Not surprisingly, many of the names have changed since our first look revealed some surprise favorites. Injuries have played a part, but in most cases it's been a matter of players reasserting themselves among the elite once they had a chance to get their legs under them.
Here’s how we see the fields shaping up. Got a bone to pick with these choices? Make your case in the comments section below.
Hart Trophy (MVP)
Sidney Crosby, Penguins
The players listed below as being in the mix? Totally a courtesy nod. The way Sid is playing now, everyone else is just vying for a free trip to wherever the awards ceremony is held this year so they can smile politely on camera when Crosby's name is announced as the winner. The Pens' captain is scoring at a clip we haven't seen in a full generation. He'd be on pace for more than 140 points in a full 82-game season. With Pittsburgh's defense leaking oil, the ability to run up the score has kept this team in contention. And don't forget the impact he's had on Chris Kunitz, the industrious winger who inexplicably stands third in the NHL scoring race through 26 games. That's some serious mojo there.

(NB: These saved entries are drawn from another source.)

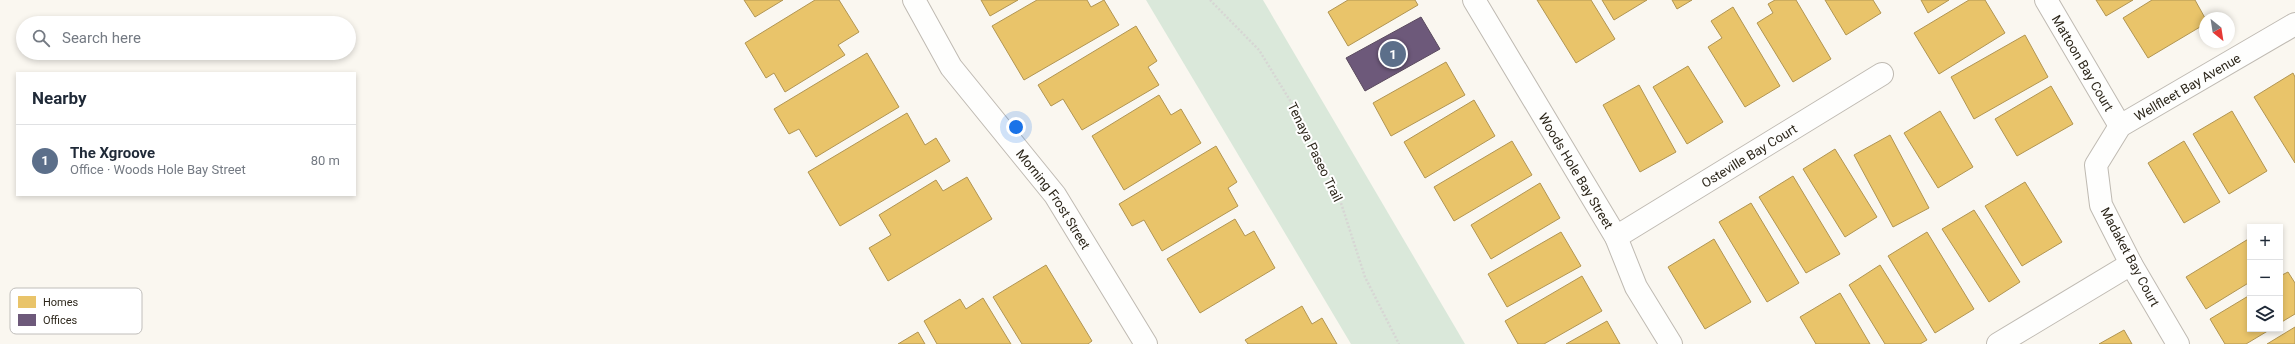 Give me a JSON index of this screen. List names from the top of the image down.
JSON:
{
  "streets": {
    "street": [
      "Mattoon Bay Court",
      "Wellfleet Bay Avenue",
      "Osteville Bay Court",
      "Woods Hole Bay Street",
      "Morning Frost Street",
      "Madaket Bay Court"
    ],
    "path": ["Tenaya Paseo Trail"]
  },
  "crossings": [
    ["Mattoon Bay Court", "Wellfleet Bay Avenue"],
    ["Wellfleet Bay Avenue", "Madaket Bay Court"],
    ["Osteville Bay Court", "Woods Hole Bay Street"]
  ],
  "legend": ["Homes", "Offices"],
  "north": "bottom right",
  "page": {
    "search": "Search here",
    "pins": "1",
    "heading": "Nearby",
    "list": [
      {
        "mark": "1",
        "name": "The Xgroove",
        "note": "Office · Woods Hole Bay Street",
        "value": "80 m"
      }
    ],
    "map_buttons": ["+", "−"]
  }
}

Norris Trophy (Best defenseman)
Zdeno Chara, Bruins
Erik Karlsson's season-ending injury opened the Norris up to a sizable field of compelling contenders. There's no consensus favorite at this point, but for my money, Chara remains the most dominant player at the position. No defender is tougher to beat one-on-one and his ability to set the tone with his physical play is unmatched. With his offensive game coming around after a slow start -- his ballerina goal ranks among the season's highlights -- he looks to me like the game's most complete blueliner.
Vezina Trophy (Best goalie)
Craig Anderson, Senators
Anderson has been sidelined since Feb. 21 and while that's not quite out-of-sight, out-of-mind, we're getting close to the point of putting his face on the side of a milk carton. His spectacular (and still league-leading) GAA and save percentage will be easy to asterisk if he's not back soon, but he gets the nod for now. Keep an eye on Tuukka Rask if Anderson's convalescence takes much longer. Rask has been a model of consistency and he's lost just twice in regulation over 18 starts.
In the mix: Tuukka Rask, Bruins; Kari Lehtonen, Stars; Antti Niemi, Sharks
Calder Trophy (Best rookie)
You'll see a lot of nods to Cory Conacher in this category, but I think he's benefited significantly from playing with superior talent. Huberdeau hasn't had that luxury with the Panthers, where injuries have forced the weight of Florida's offense onto his shoulders for several weeks now. He's responded by leading all rookies with 12 goals (11 at even strength) and by popping up routinely on the highlight shows thanks to his flair for the dramatic. Add in that he's just a minus-3 on a team that has a league-worst minus-34 goal differential, and it's clear that he's making an unmatched contribution as a freshman.
Jack Adams Award (Best coach)
Paul MacLean, Senators
Tough not to give the nod to the guy in Chicago who hadn't lost a game in regulation until this week, but what MacLean has done in Ottawa with his top forward, defender and goaltender on the shelf for an extended period and a patchwork lineup of veterans and not-yet-ripe minor leaguers is nothing short of miraculous. It would have been easy for the Senators to fold up their tents and start looking forward to the draft, but he's maintained a level of cohesion and discipline that defies explanation. MacLean really deserves this one.
In the mix: Joel Quenneville, Blackhawks; Michel Therrien, Canadiens; Bruce Boudreau, Ducks
Selke Trophy (Best defensive forward)
Jonathan Toews, Blackhawks
The captain's commitment to two-way play set the tone for Chicago's spectacular start. He competes as ferociously as any player, ranks among the league leaders in the face-off circle (a ridiculous 59.5 percent), and has scored nine of his 11 goals on the road. He does all the hard things that make the game easier for the rest of his team. As with Crosby in the Hart race, this one isn't close.